> [Your assignment]:
Give back exactly the lines from the one containing "I am building" through the end of the records, including both, and no others.

(Data extracted from a collection)

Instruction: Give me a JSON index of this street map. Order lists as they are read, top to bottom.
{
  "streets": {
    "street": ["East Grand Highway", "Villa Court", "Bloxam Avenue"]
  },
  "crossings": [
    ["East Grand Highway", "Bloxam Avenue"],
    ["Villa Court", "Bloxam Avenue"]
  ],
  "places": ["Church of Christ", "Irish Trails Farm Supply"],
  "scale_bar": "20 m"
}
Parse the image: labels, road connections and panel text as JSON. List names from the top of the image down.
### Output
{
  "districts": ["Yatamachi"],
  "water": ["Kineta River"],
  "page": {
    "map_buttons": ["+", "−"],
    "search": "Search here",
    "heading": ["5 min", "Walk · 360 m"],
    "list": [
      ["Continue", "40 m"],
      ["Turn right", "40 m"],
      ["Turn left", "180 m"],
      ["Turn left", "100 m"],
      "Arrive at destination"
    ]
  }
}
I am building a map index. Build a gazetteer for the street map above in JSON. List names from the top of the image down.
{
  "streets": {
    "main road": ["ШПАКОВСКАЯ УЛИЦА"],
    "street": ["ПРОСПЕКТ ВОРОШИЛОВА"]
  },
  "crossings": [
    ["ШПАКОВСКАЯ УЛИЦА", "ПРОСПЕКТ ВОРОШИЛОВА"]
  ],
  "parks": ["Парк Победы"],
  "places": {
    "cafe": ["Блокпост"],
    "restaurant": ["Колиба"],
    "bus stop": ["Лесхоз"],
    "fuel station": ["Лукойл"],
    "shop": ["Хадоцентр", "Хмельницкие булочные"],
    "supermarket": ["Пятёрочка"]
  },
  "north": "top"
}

> [Answer to this problem]:
I am building a map index. Build a gazetteer for the street map above in JSON. List names from the top of the image down.
{
  "streets": {
    "main road": ["ШПАКОВСКАЯ УЛИЦА"],
    "street": ["ПРОСПЕКТ ВОРОШИЛОВА"]
  },
  "crossings": [
    ["ШПАКОВСКАЯ УЛИЦА", "ПРОСПЕКТ ВОРОШИЛОВА"]
  ],
  "parks": ["Парк Победы"],
  "places": {
    "cafe": ["Блокпост"],
    "restaurant": ["Колиба"],
    "bus stop": ["Лесхоз"],
    "fuel station": ["Лукойл"],
    "shop": ["Хадоцентр", "Хмельницкие булочные"],
    "supermarket": ["Пятёрочка"]
  },
  "north": "top"
}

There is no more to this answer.